Первые два года права голоса мне не давалось, я только бумажки раскладывала. Но я видела, как это делается. Я видела, что такое обработка сложного, плохо формализуемого и весьма богатого информационного материала. Училась тому, что качество задачи определяется тем, насколько безупречно четко ее можно проверить. Училась технике приведения оценок к сопоставимому виду. Училась искусству публичного разбора задач.

Мы учились работать «тупым школьником». Вот я — школьник, а ты — разборщик. Я тебя слушаю: «Нет, я не понимаю». У хорошей задачи существует хороший разбор, разборщик не может сказать: «Правильное решение — вот такое». Он обязан убедить «тупого школьника» в неизбежной своей правоте. Мы учились научной демократичности. Если разборщик не мог достойно парировать тупому школьнику, задачу рубили.

Оргкомитет IV лингвистической олимпиады. В верхнем ряду стоит Анна Поливанова. 1968 год Из личного архива Анны Поливановой

Задача — научная миниатюра.
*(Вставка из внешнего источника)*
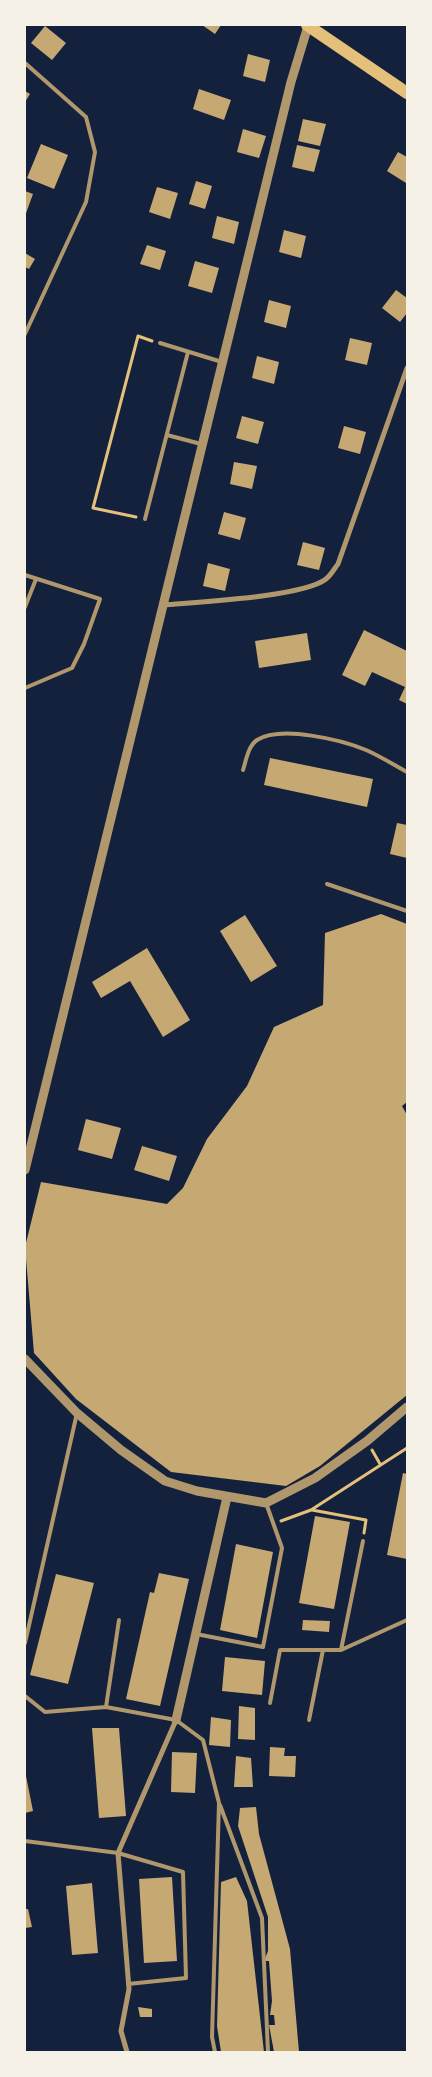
<!DOCTYPE html>
<style>
body{margin:0}
#map{position:relative;width:432px;height:2077px;overflow:hidden;background:#14213d;font-family:"IBM Plex Sans",sans-serif}
canvas{display:block}
.frame{position:absolute;inset:0;border:26px solid #f6f1e7;pointer-events:none}
</style>
<div id="map">
<canvas width="432" height="2077"></canvas>
<div class="frame"></div>
</div>
<script>
const c = document.querySelector('canvas').getContext('2d');
c.lineJoin = 'round';
function fillPath(path, color) { c.fillStyle = color; c.fill(path, 'evenodd'); }
function stroke(path, color, width, dash) { c.strokeStyle = color; c.lineWidth = width; c.lineCap = dash ? 'butt' : 'round'; c.setLineDash(dash || []); c.stroke(path); }
fillPath(new Path2D(`
 M202,25H221L215,34Z
 M45,26L66,43L52,60L31,43Z
 M248,54L270,60L265,82L243,76Z
 M199,89L231,100L224,120L193,109Z
 M25,91L30,94L25,102Z
 M303,119L326,124L320,146L298,141Z
 M243,129L266,136L259,158L237,152Z
 M41,144L68,155L54,189L27,178Z
 M297,145L320,150L314,172L292,167Z
 M398,152L407,157L406,183L387,171Z
 M196,181L212,186L205,209L189,204Z
 M157,187L178,193L170,219L149,212Z
 M25,191L33,194L25,216Z
 M217,216L239,222L234,244L212,238Z
 M284,230L306,236L301,258L279,252Z
 M147,245L166,251L160,270L140,264Z
 M25,253L35,259L29,269L25,267Z
 M195,261L219,268L212,293L188,286Z
 M396,290L407,298V313L400,322L382,308Z
 M269,300L291,306L286,328L264,322Z
 M350,338L372,343L367,365L345,360Z
 M257,356L279,362L274,384L252,378Z
 M242,416L264,422L258,444L236,438Z
 M344,426L366,432L360,454L338,448Z
 M234,462L257,466L252,489L230,484Z
 M224,512L246,518L240,540L218,534Z
 M303,542L325,548L319,570L297,565Z
 M208,563L230,569L225,591L203,586Z
 M364,630L407,651V704L399,700L405,687L372,672L365,686L342,675Z
 M307,633L311,660L259,668L255,641Z
 M270,758L373,779L367,807L264,785Z
 M397,823L407,825V858L390,854Z
 M381,914L407,924V1102L402,1106L407,1115V1395L320,1466L286,1486L171,1472L76,1399L34,1353L25,1247L41,1182L167,1204L183,1188L207,1139L247,1086L274,1027L323,1005L325,933Z
 M245,915L277,966L251,982L220,931Z
 M147,948L190,1020L163,1037L130,981L101,998L92,982Z
 M86,1119L121,1128L112,1159L78,1150Z
 M142,1146L177,1156L169,1181L134,1170Z
 M403,1473L407,1474V1559L387,1555Z
 M315,1516L350,1522L334,1609L299,1603Z
 M236,1544L273,1552L257,1638L220,1630Z
 M159,1573L189,1579L160,1706L126,1699L150,1592L154,1593Z
 M56,1574L94,1583L68,1684L30,1675Z
 M303,1620L330,1621L329,1632L302,1630Z
 M225,1657L265,1661L262,1695L222,1691Z
 M239,1706L255,1708V1740L238,1739Z
 M211,1717L231,1720L230,1747L209,1745Z
 M92,1728H119L126,1816L99,1818Z
 M270,1747L285,1748L284,1756H296L295,1777L269,1776Z
 M172,1752L197,1753L195,1793L171,1792Z
 M236,1756L251,1758L253,1787H234Z
 M25,1771L33,1811L25,1813Z
 M256,1807L259,1834L290,1949L299,2052H274L269,2025H275L274,2015H270L272,2001L269,1961H264L268,1951V1917L238,1826L240,1808Z
 M172,1877L177,1961L144,1963L139,1879Z
 M236,1877L247,1901L264,2052H221L217,2026L221,1882Z
 M92,1883L98,1953L72,1955L66,1886Z
 M25,1909H28L32,1927L25,1928Z
 M138,2007L152,2009V2017H140Z`), '#c6a872');
stroke(new Path2D(`
 M136,517L93,508L138,336L152,341
 M372,1450L380,1464
 M312,1510L366,1520L364,1533
 M281,1521L311,1510L407,1448`), '#e5c07b', 3);
stroke(new Path2D(`
 M25,63L86,117L95,152L86,202L25,334
 M160,343L222,362
 M167,435L201,444
 M145,519L188,352
 M25,575L100,599L84,644L72,668L25,688
 M25,607L36,579
 M243,770C246,761 248,746 257,740C281,725 342,740 366,750C380,756 394,765 407,772
 M327,884L407,911
 M196,1634L263,1647L282,1548L266,1503
 M25,1643L77,1413
 M341,1650L363,1541
 M25,1696L45,1712L106,1707L176,1720L203,1740L219,1803L212,2037L215,2052
 M270,1703L280,1650H341L407,1620
 M106,1707L119,1620
 M309,1720L323,1650
 M220,1805L262,1918L268,2052
 M25,1841L118,1853L183,1872L186,1978L128,1984`), '#b1986c', 4);
stroke(new Path2D(`
 M163,605C196,602 303,597 326,579C331,575 334,569 338,564L407,368
 M127,2052L121,2031L129,1989L118,1853L176,1720`), '#b1986c', 5);
stroke(new Path2D(`
 M25,1170L291,82L308,26
 M25,1359L77,1413L121,1450L165,1481L197,1491L266,1503L315,1478L367,1441L407,1407
 M176,1720L227,1497`), '#b1986c', 9);
stroke(new Path2D(`
 M307,25L407,93`), '#e5c07b', 12);
</script>
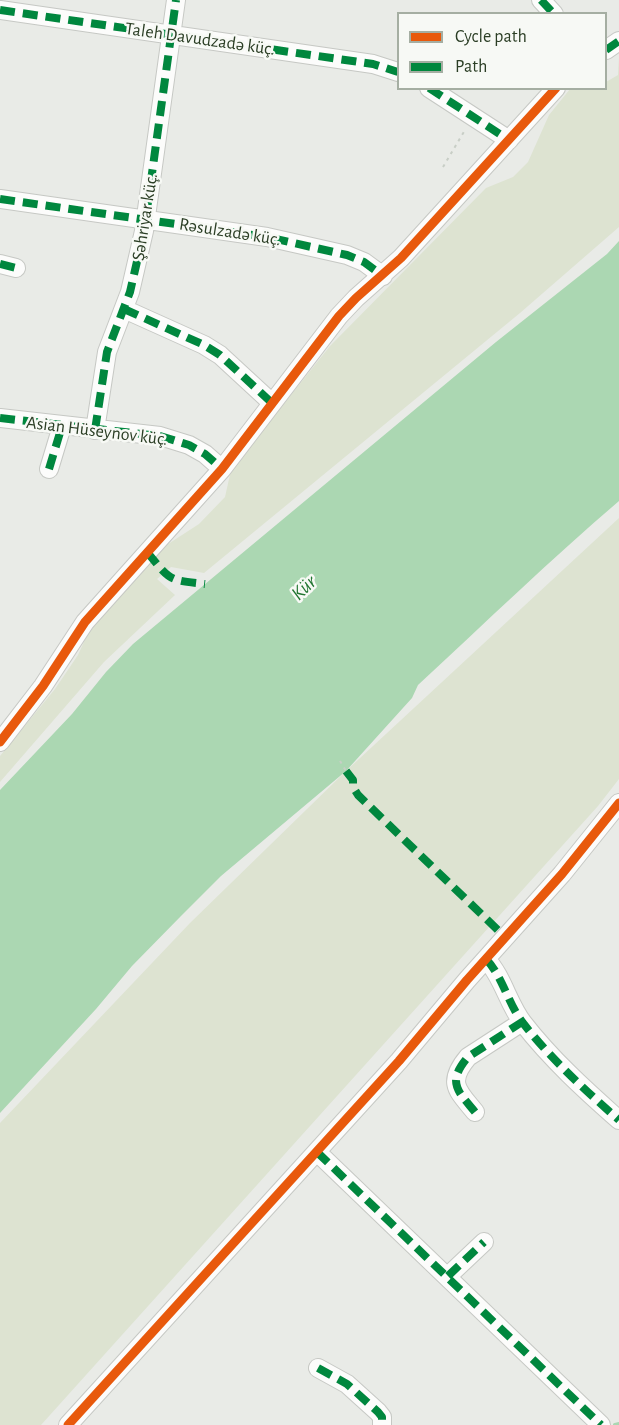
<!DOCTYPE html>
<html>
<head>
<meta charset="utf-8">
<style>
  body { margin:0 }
  #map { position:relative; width:619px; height:1425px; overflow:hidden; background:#e9ebe7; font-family:"Alegreya Sans",sans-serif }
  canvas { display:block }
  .legend { position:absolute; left:397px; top:12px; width:210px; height:78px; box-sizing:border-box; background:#f7f9f5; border:2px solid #a5aea2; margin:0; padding:8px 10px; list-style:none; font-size:18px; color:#2b3e25 }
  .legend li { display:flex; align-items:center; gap:12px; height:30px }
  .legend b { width:30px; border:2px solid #a5aea2 }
</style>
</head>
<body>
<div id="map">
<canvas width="619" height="1425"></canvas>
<ul class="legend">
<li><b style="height:8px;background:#e8590c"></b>Cycle path</li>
<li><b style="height:8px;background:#00873e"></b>Path</li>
</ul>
</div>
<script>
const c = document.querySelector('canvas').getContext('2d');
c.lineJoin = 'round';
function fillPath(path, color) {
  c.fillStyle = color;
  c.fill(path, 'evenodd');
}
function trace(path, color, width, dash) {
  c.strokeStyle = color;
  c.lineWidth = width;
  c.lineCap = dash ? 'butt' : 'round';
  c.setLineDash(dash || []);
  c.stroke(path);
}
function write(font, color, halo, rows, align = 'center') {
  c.font = font + ' "Alegreya Sans",sans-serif';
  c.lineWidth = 5;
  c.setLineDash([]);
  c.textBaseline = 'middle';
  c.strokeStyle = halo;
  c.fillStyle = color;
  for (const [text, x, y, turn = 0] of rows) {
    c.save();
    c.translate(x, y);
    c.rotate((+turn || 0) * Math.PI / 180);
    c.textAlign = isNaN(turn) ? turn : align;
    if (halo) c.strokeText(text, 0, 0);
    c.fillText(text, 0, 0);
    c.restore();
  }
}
const green = new Path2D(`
  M 619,58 L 619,227 L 520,313 L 204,573 L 171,567 L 157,579 L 175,595 L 104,662 L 0,782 L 0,756 L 55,689 L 78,655 L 88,633 L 142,569 L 165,546 L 199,524 L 225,497 L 231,470 L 330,346 L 486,188 L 513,177 L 528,162 L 549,115 L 570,89 L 606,88 L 606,82 L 618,75 Z
  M 619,518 L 619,779 L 598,806 L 41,1425 L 0,1425 L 0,1123 L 190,923 L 346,771 Z`);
const water = new Path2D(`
  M 619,241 L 619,501 C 550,560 485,623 418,685 L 412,698 L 346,771 L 221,876 L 181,916 L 132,966 L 96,1009 L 0,1113 L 0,790 L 72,714 L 106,672 L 133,644 L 496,342 L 607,254 Z`);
const stream = new Path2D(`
  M 615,1425 L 619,1424`);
const path = new Path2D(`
  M 443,167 L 465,130
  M 340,761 L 346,771`);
const minor = new Path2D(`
  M 541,0 L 554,14
  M 0,10 L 373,64 L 398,72
  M 606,50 L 619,41
  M 429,88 L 509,140
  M 0,199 L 267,237 L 347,255 L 364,262 L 383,276
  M 0,264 L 16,268
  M 124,309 L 204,345 L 220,355 L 272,403
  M 0,418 L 160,436 L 189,445 L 205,454 L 222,469
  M 95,430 L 107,352 L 130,292 L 144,231 L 176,0
  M 49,469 L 62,426
  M 0,742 L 43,686 L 85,622 L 222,469 L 339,316 L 356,298 L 401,258 L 556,88
  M 486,959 C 503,977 508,1004 523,1023 C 551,1059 585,1090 619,1120
  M 475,1112 C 458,1091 446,1083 468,1057 L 522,1022
  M 317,1152 L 601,1425
  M 448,1276 L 484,1242
  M 318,1368 L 347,1384 L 378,1412 L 382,1417 L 382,1425
  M 68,1425 L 399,1061 L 467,980 L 562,874 L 619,803`);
const quiet = new Path2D(`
  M 541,0 L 554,14
  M 0,10 L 373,64 L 398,72
  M 606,50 L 619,41
  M 429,88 L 509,140
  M 0,199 L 267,237 L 347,255 L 364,262 L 383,276
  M 0,264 L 16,268
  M 124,309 L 204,345 L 220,355 L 272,403
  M 0,418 L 160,436 L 189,445 L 205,454 L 222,469
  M 95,430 L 107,352 L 130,292 L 144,231 L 176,0
  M 49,469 L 62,426
  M 147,552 C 171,581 168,580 205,584
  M 346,771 L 353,780 L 353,787 L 358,795 L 505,937
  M 486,959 C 503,977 508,1004 523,1023 C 551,1059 585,1090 619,1120
  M 475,1112 C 458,1091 446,1083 468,1057 L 522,1022
  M 317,1152 L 601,1425
  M 448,1276 L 484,1242
  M 318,1368 L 347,1384 L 378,1412 L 382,1417 L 382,1425`);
const cycleway = new Path2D(`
  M 0,742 L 43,686 L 85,622 L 222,469 L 339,316 L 356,298 L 401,258 L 556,88
  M 68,1425 L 399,1061 L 467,980 L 562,874 L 619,803`);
const streetNames = [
  ["Taleh Davudzadə küç.",200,39,8],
  ["Şəhriyar küç.",145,217,-81],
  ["Rəsulzadə küç.",230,232,9],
  ["Asian Hüseynov küç.",97,431,7]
];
const waterNames = [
  ["Kür",304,588,-44]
];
fillPath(green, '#dde3d1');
fillPath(water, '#abd7b2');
trace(stream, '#abd7b2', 4);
trace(minor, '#c6c8c4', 20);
trace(path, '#c8cec6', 2, [3, 4.5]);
trace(minor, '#fcfcfb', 18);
trace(quiet, '#00873e', 8, [15, 8]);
trace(cycleway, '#e8590c', 9);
write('18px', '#2b3e25', '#f7f9f5', streetNames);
write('italic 20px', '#227632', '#f7f9f5', waterNames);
</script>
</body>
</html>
На этих миниатюрах нам показывали, что такое верификация лингвистического утверждения, как отличать эвристику от обос­нования, что значит честность и открытость, как защищать свои суждения. Любой вердикт «задачных» и «проверочных» комиссий должен быть колле­гиальным и выдерживать публичное «состязание сторон», а сами комиссии, разумеется, выборные. Мы, студенты, может, не до конца понимали глубинных прин­ципов наших наставников, нас просто увлекали бесконечные дискуссии и голосования, и мы пропитывались, проникались и складывали в свой золотой фонд их общий стиль и дух.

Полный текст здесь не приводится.